French and Italian
Date of review: November 6, 2014 | Reviewed by: Charmaine Mok
It’s easy to forget that Pak Tsz Lane park exists, that little courtyard flanked by small alleyways leading from Hollywood Road, Aberdeen Street, Gage Street and Peel Street. It’s the perfect little hideaway that places like Neighborhood were meant to inhabit – discreet, insider, and away from the well-trodden thoroughfare. The restaurant is small, with just a handful of tables, bar seating, and a comfortable banquet out front, done up in smart shades of grey with dark wood. Don’t be fooled by the homely name: Neighborhood is more Chelsea than Croydon, with a simple elegance that sets the scene for the food and wine. Our suggestion: book the hidden private room in the back. The acoustics in the main restaurant suffers from those sleek, hard surfaces, and it takes just one loud group to leave your ears ringing.
The menu at Neighborhood changes weekly, with seasonal ingredients and daily specials at the heart of it. Chef-owner David Lai (behind other successful restaurants such as On Lot 10, Bistronomique, and Kushiyaki Beco), is a champion of nose-to-tail dining, and his classical French training coupled with Mediterranean sensibilities shows through in a concise menu that showcases dishes such as artichoke barigoule, various homemade pastas, and an update on bouillabaisse. In an excellent charcuterie platter, we love the silky, melt-on-the-tongue curls of lardo (flecked with just a little bit of chilli flakes), while a mackerel crudo was fresh with peppery rocket, radishes, and tart nubs of pomegranate. The latter would have been better with a touch more acidity and salt, as the fish wasn’t quite flavoursome enough to justify the light amount of seasoning. We’d also say the same of the wagyu beef tartare; while the Cantabrian anchovies added the salty tang, we missed the zing and crunch from more traditional capers and onions. On a plus point, Lai is not afraid to cook items like pig’s feet and sweetbreads, and to tackle tripe in a city that gets evangelical about beefy innards is certainly a sign of confidence. Done Roman-style, the tripe gratin is flavoursome and tender, clearly a result of conscientious slow-cooking and copious amounts of tomato, garlic, and wine. There’s also trendy bone marrow in a textbook perfect risotto (over which we request pungent shavings of white Alba truffle), and crispy frog leg fritters in a tomato concasse, its sharp base mellowed out by a gooey onsen egg. Do not – and we repeat, do not – leave without trying the chocolate palette, a dessert that impressed even those ambivalent about cocoa. A crisp, slightly salty pastry base holds a luxuriously silky chocolate ganache filling that is perfectly balanced in sweetness.

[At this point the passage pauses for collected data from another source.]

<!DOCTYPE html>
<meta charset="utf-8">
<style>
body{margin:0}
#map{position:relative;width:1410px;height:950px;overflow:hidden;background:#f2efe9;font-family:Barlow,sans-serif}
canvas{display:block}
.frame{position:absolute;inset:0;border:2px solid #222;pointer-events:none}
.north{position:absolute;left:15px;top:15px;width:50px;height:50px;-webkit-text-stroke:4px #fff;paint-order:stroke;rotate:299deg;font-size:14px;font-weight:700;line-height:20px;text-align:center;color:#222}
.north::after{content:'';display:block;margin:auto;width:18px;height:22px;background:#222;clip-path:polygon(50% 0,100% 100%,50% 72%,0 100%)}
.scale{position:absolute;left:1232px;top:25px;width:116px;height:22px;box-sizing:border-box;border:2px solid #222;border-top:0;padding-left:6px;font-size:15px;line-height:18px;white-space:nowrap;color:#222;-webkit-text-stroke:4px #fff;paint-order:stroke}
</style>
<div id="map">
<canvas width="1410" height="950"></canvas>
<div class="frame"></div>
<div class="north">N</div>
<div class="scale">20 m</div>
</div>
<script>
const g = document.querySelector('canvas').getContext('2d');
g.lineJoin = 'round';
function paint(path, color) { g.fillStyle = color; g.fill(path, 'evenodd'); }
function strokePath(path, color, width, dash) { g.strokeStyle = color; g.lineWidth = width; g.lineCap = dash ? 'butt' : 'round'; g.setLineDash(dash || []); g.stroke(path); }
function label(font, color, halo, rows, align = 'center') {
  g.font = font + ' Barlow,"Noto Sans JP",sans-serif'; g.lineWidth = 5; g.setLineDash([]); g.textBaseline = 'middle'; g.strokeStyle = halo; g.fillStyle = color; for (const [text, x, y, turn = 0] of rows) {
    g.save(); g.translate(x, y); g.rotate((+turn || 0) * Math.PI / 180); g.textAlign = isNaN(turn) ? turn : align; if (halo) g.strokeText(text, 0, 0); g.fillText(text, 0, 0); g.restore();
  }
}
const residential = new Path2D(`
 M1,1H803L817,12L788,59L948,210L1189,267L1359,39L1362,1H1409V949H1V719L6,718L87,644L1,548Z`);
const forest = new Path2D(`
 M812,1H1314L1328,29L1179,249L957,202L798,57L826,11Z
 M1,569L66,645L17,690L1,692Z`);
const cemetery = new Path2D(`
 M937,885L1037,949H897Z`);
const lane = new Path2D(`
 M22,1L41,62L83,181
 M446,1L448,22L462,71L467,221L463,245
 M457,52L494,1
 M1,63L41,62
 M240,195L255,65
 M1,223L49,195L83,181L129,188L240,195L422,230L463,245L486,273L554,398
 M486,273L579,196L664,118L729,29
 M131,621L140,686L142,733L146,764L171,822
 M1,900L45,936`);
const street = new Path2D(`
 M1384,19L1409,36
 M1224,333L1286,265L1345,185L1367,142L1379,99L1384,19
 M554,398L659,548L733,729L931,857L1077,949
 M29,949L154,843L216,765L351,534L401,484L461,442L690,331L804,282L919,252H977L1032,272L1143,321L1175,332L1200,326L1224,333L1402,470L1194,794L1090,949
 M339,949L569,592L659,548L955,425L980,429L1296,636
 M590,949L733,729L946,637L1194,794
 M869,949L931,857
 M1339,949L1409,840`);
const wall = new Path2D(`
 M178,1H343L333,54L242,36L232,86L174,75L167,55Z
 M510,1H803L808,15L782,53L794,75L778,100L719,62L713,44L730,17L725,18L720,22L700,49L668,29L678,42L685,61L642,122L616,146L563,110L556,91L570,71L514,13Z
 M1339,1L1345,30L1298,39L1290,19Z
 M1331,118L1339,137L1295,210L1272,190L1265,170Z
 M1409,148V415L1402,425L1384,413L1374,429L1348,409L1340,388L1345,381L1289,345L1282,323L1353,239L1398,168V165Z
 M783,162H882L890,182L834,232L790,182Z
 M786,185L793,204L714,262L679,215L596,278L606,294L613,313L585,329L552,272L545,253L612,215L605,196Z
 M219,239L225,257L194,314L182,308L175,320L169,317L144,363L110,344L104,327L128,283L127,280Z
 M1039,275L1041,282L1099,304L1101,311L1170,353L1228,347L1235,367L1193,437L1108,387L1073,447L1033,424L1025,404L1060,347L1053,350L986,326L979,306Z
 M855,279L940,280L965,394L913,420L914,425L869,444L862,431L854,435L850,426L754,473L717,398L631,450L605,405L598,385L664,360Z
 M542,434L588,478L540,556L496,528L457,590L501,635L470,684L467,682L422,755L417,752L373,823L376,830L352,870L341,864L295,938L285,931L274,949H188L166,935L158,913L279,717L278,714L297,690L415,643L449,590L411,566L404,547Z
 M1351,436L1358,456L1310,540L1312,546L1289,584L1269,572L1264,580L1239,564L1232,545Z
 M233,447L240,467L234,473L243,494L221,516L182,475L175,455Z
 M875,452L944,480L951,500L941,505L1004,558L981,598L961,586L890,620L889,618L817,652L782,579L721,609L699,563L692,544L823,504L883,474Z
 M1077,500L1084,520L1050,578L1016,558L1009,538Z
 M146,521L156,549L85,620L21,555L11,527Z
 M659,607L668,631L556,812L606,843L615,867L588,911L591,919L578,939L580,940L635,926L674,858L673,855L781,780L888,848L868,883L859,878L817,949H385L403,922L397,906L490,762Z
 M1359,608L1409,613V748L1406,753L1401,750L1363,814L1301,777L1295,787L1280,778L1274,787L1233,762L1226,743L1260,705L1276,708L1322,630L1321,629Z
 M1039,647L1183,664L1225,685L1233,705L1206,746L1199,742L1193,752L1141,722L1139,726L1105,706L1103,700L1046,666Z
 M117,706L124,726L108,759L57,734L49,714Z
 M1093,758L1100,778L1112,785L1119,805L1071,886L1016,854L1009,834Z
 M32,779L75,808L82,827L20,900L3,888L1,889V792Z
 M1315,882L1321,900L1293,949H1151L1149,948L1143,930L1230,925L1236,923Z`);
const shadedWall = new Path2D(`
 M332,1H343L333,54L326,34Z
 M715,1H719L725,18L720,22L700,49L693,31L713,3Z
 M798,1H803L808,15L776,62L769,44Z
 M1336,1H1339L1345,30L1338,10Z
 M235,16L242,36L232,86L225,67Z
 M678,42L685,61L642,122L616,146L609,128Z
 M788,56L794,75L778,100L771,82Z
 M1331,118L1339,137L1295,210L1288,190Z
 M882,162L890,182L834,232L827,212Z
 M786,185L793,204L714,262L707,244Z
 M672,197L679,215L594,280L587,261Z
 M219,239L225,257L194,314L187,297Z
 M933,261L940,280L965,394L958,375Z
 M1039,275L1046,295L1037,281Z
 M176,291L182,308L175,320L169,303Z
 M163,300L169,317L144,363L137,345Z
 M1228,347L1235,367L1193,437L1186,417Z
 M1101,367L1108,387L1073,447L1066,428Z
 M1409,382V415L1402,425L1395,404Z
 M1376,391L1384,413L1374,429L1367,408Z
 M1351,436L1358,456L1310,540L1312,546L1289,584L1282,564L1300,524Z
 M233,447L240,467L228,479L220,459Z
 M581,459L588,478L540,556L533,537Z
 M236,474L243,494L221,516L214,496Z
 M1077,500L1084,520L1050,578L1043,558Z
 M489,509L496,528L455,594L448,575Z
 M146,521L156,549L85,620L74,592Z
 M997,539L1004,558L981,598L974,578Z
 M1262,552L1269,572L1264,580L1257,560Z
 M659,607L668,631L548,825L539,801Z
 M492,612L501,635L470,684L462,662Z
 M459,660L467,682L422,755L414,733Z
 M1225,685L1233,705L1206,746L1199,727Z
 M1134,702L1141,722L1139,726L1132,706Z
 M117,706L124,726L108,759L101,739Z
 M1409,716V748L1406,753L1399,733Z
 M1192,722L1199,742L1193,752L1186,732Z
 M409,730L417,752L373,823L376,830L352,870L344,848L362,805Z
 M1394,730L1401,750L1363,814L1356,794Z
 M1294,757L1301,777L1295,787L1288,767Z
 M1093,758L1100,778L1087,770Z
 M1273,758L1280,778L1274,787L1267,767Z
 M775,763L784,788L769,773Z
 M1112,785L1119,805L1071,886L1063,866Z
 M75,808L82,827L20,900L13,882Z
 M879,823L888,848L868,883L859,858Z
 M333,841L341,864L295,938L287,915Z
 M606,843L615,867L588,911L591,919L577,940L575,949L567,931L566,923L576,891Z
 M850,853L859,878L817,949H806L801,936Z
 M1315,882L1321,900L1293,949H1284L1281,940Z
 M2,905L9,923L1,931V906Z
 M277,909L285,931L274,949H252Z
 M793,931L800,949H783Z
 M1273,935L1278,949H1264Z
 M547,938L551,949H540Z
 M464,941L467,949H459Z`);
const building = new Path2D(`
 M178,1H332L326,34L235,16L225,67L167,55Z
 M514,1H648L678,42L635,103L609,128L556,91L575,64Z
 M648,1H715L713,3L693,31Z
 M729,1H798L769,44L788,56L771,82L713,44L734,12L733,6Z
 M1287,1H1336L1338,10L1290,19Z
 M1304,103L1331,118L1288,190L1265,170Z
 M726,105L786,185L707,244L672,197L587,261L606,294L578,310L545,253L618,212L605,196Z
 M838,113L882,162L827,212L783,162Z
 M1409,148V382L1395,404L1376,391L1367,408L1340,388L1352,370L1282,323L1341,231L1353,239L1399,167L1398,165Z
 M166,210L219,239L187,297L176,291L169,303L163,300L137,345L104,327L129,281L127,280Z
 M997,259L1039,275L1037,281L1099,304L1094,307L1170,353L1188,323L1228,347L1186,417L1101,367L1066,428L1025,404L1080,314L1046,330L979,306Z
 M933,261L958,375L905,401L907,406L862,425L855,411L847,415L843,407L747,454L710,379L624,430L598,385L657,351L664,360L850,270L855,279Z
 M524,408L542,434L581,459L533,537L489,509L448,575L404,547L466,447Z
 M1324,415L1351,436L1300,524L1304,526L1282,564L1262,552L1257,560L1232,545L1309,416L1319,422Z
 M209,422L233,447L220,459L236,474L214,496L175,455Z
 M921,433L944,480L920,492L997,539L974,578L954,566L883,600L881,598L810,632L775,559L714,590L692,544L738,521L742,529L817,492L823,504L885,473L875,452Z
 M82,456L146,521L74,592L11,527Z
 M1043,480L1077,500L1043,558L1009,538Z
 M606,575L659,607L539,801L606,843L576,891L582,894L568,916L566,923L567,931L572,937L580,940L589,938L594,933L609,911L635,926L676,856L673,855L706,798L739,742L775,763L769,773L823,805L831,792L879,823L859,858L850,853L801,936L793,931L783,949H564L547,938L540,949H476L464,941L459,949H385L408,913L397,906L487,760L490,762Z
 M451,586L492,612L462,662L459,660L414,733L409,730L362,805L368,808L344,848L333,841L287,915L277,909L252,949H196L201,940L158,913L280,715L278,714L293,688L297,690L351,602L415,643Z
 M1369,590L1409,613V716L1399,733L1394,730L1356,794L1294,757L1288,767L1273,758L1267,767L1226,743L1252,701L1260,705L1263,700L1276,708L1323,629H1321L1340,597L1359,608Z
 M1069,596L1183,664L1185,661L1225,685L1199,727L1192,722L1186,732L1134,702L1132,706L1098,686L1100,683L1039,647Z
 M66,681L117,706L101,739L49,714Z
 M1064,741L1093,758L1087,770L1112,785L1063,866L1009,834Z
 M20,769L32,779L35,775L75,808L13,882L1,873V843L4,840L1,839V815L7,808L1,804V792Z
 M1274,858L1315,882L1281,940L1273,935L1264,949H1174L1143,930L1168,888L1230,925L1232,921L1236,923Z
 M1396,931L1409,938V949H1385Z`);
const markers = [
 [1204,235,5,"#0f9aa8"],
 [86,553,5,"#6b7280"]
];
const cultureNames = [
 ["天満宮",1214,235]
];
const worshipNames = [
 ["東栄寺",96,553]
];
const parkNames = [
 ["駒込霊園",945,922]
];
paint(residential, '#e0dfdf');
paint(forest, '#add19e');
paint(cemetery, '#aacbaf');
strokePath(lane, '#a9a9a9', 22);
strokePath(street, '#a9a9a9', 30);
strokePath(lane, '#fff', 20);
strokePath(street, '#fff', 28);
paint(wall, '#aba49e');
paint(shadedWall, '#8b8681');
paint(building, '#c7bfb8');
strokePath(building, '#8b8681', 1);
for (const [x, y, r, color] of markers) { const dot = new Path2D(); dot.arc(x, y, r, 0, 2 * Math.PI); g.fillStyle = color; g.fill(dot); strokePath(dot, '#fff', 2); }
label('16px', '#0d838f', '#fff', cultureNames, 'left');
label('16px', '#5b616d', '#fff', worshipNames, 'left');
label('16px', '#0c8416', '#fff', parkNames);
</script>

Like the food menu, the wine list is kept small and changes frequently, with boutique labels and natural wines – all available by the glass and with reasonable mark-ups for Central. The minerally Pouilly-Fumé Domaine Lebrun 2012 was a muscular match for most of the dishes we had.
As expected of a restaurant with such a friendly name, the service is convivial and relaxed. Recommendations come keenly (though sometimes we felt we were being pushed a bit hard to go for the supplementary white truffles) and staff make an effort to explain the menu. For a small restaurant though, we would have liked closer attention to detail: none of our (small) plates were changed, problematic considering the many dishes that came with different sauces.
A meal for two with a glass of wine each will come to about HK$1,000 (service charge is not included in the bill). Portions are well priced and for the Central location the cost is rather reasonable.